How Congress is Signing its own Arrest Warrants in the NDAA Citizen Arrest bill | Naomi Wolf

 

  • Published: December 12th, 2011
  • Author: naomi

 

I never thought I would have to write this: but, incredibly, shortly, Congress is deciding if the proposed National Defense Appropriations Act will pass (Dec 14th, editor’s note: it passed and is headed to President’s desk), with Amendment 1031, which allows for the military detention of American citizens. The amendment is so loosely worded that any American citizen could be held without due process. The language of this bill can be read to assure Americans that they can challenge their detention — but most people do not realize this means: from Guantanamo and other military prisons, where one’s lawyer’s calls are monitored, witnesses for one’s defense are not allowed to testify, and one can be forced into nudity and isolation. Incredibly, ninety-three Senators voted to support this bill and now most of Congress: a roster of names that will live in infamy in the history of our nation, and never be expunged from the dark column of the history books.

But as a student of closing democracies and rising police states, there is something important I need to point out to Congress before the final act is taken in these secretive proceedings. Our Congressional leaders may have supported this bill because — difficult to believe — they think the military will actually only arrest active members of Al Qaida; or, at most, less naively, they believe that ‘at most’, low-level dissenting figures, activists, or troublesome protesters might be subjected to military arrest. But they are forgetting something critical: history shows that the first to be arrested soon after this step is taken are those who are the equivalent of those congressional leaders who will sign this bill.

Our leaders appear to be supporting this bill thinking that they will always be what they are now, in the fading light of a once-great democracy — those civilian leaders who safely and securely sit in freedom and DIRECT the military. In inhabiting this bubble, which their own actions are about to destroy, they are cocooned by an arrogance of power, placing their own security in jeopardy by their own hands, and ignoring history and its inevitable laws. The moment this bill becomes law, though Congress is accustomed, in a weak democracy, to being the ones who direct and control the military, the power roles will reverse: Congress will no longer be directing and in charge of the military: rather, the military will be directing and in charge of individual Congressional leaders, as well as in charge of everyone else — as any Parliamentarian in any society who handed this power over to the military can attest.

Surely 93 senators and over 400 congress people are not supporting this bill in the understanding that the first people who are targeted by the military in a closing society, when given powers of arrest and detention that override due process, are — Parliamentary or Congressional leaders. But sadly that is the obvious and repeated outcome of history.

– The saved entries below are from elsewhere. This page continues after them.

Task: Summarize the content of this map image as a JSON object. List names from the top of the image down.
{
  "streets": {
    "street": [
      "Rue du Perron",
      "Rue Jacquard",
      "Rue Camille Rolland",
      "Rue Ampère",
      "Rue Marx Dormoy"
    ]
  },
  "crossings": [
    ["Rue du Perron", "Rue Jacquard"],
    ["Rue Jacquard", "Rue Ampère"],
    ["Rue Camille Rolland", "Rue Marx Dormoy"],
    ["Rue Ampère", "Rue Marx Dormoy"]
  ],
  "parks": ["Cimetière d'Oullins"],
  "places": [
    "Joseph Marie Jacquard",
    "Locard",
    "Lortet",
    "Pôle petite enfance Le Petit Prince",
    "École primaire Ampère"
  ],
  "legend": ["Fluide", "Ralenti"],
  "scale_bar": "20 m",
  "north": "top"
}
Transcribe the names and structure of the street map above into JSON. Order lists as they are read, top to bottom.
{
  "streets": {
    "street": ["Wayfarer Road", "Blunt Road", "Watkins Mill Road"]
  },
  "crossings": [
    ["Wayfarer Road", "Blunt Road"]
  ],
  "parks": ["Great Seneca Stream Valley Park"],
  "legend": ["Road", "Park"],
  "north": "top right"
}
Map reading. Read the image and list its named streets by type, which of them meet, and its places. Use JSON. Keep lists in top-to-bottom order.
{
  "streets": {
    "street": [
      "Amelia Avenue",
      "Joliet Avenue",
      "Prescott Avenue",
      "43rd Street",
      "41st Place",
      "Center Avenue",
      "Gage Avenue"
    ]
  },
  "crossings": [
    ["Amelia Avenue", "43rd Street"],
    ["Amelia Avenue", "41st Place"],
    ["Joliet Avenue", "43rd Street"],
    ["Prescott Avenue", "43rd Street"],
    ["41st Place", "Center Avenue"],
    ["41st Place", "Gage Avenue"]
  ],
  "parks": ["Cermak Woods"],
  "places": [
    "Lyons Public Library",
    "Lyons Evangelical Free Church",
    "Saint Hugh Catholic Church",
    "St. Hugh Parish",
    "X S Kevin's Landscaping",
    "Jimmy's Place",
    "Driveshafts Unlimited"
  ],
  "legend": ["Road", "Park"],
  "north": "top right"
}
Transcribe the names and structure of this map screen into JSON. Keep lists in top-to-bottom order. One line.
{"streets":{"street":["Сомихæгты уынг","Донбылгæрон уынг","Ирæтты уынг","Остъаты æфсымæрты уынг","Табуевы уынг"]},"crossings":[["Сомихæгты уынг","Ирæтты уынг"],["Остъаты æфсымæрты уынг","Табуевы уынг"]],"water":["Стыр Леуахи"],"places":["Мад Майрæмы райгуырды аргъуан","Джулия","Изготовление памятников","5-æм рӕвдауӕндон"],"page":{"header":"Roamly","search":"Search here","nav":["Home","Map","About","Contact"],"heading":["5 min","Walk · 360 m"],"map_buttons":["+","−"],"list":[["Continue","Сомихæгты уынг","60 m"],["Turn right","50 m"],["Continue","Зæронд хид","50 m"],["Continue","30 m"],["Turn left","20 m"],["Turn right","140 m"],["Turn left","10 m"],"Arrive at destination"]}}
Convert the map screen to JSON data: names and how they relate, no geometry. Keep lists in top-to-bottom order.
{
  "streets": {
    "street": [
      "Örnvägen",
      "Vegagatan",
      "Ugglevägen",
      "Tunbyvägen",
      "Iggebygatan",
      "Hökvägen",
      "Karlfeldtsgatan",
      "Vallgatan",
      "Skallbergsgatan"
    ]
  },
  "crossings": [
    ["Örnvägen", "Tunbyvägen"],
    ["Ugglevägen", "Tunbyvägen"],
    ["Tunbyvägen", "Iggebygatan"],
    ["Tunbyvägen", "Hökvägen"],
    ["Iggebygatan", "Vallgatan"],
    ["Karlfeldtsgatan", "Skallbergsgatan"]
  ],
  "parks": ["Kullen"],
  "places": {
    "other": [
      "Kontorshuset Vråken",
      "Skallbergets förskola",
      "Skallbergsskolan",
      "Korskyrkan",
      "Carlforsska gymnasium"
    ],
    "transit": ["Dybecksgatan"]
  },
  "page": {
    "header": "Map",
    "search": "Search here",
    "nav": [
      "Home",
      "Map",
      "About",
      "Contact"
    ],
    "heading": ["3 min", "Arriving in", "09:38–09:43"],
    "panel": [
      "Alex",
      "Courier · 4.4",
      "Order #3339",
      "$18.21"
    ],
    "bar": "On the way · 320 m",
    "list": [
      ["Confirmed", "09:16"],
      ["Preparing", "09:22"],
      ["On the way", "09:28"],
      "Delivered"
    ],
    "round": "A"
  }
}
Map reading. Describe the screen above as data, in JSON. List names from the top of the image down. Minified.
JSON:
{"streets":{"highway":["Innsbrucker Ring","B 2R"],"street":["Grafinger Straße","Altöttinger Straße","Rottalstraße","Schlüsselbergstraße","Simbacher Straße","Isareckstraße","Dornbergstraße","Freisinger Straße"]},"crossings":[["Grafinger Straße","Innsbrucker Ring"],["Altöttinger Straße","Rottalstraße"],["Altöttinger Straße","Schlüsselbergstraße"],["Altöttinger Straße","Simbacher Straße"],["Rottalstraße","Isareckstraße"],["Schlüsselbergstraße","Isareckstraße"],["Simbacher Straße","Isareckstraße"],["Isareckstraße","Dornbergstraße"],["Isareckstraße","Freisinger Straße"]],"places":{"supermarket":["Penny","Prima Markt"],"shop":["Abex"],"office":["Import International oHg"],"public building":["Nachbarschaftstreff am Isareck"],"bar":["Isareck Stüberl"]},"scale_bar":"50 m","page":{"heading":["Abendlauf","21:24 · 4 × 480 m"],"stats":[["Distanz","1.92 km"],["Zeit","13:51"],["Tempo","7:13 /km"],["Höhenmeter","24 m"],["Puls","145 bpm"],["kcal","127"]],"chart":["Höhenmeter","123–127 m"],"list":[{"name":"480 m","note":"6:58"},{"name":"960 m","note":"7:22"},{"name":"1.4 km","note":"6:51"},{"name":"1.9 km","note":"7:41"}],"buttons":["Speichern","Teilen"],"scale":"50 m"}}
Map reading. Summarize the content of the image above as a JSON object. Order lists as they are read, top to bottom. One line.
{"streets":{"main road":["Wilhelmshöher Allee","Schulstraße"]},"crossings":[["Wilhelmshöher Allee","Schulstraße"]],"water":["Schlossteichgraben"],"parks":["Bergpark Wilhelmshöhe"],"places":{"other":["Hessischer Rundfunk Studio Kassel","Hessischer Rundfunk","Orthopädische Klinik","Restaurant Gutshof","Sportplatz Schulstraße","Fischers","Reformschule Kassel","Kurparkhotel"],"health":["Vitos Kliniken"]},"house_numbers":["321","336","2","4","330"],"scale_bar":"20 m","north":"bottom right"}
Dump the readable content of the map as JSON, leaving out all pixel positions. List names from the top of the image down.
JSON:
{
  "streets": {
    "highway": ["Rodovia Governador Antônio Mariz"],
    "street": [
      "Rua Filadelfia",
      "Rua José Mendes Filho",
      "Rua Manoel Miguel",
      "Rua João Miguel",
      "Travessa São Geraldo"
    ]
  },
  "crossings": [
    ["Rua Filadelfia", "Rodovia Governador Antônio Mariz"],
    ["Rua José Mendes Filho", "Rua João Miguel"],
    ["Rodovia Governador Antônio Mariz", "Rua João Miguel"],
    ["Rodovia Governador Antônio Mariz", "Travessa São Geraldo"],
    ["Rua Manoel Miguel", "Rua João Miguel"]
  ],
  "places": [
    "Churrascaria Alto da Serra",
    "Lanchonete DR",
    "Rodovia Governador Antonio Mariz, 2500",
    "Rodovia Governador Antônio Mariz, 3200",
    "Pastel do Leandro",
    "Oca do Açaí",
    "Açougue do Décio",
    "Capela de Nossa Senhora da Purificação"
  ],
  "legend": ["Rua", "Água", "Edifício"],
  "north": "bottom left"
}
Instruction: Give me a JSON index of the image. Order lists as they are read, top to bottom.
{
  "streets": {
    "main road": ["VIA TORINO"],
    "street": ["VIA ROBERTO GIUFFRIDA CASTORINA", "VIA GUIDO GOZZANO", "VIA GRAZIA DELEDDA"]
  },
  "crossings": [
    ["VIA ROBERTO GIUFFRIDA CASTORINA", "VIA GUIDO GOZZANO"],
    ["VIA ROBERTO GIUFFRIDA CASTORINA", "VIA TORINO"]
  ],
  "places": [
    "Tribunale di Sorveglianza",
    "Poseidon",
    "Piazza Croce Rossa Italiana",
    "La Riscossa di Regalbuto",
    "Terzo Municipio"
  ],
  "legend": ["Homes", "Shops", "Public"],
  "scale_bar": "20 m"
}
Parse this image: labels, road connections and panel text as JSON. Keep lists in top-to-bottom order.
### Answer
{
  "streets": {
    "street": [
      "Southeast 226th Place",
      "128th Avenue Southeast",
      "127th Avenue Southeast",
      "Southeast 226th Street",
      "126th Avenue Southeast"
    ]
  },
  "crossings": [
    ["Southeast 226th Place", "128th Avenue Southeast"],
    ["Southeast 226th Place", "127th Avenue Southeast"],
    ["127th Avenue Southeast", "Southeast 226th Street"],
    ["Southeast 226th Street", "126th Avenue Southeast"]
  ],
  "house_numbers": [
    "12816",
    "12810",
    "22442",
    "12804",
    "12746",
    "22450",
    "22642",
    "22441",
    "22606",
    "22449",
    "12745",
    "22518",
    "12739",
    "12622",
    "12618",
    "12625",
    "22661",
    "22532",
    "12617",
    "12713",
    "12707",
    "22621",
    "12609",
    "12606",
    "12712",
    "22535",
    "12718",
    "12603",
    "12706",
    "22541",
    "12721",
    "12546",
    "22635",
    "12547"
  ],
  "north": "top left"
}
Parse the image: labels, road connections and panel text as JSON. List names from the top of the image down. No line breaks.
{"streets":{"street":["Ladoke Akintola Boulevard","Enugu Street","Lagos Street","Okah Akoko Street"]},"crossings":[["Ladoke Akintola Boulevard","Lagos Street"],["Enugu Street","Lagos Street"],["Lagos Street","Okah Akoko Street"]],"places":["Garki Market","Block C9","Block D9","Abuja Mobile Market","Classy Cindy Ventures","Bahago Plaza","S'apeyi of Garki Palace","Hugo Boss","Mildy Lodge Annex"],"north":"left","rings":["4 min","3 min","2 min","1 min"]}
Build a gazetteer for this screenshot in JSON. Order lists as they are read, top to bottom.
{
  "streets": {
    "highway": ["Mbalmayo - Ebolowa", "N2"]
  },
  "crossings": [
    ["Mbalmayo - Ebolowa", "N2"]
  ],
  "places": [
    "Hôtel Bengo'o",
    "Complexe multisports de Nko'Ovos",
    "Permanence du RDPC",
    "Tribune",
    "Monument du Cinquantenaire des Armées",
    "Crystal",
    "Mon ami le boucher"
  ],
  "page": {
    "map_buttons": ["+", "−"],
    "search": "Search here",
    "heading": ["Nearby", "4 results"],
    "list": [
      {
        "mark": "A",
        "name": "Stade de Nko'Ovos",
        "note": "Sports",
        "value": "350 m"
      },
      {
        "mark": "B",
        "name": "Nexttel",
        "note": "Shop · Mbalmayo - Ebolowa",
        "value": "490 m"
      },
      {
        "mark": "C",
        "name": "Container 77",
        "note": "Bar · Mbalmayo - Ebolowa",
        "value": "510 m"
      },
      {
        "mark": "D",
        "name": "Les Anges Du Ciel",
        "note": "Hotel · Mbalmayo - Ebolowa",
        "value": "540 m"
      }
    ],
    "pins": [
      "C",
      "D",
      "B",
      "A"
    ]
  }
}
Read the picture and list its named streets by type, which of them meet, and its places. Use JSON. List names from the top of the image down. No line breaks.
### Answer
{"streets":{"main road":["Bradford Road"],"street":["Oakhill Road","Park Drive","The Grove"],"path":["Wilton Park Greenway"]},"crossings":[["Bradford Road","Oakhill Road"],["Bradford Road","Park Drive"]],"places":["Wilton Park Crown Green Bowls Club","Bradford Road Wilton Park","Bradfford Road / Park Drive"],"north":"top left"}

Perhaps Congress assumes that it will always only be ‘they’ who are targeted for arrest and military detention: but sadly, Parliamentary leaders are the first to face pressure, threats, arrest and even violence when the military obtains to power to make civilian arrests and hold civilians in military facilities without due process. There is no exception to this rule. Just as I traveled the country four years ago warning against the introduction of torture and secret prisons – and confidently offering a hundred thousand dollar reward to anyone who could name a nation that allowed torture of the ‘other’ that did not eventually turn this abuse on its own citizens — (confident because I knew there was no such place) — so today I warn that one cannot name a nation that gave the military the power to make civilian arrests and hold citizens in military detention, that did not almost at once turn that power almost against members of that nation’s own political ruling class. This makes sense — the obverse sense of a democracy, in which power protects you; political power endangers you in a militarized police state: the more powerful a political leader is, the more can be gained in a militarized police state by pressuring, threatening or even arresting him or her.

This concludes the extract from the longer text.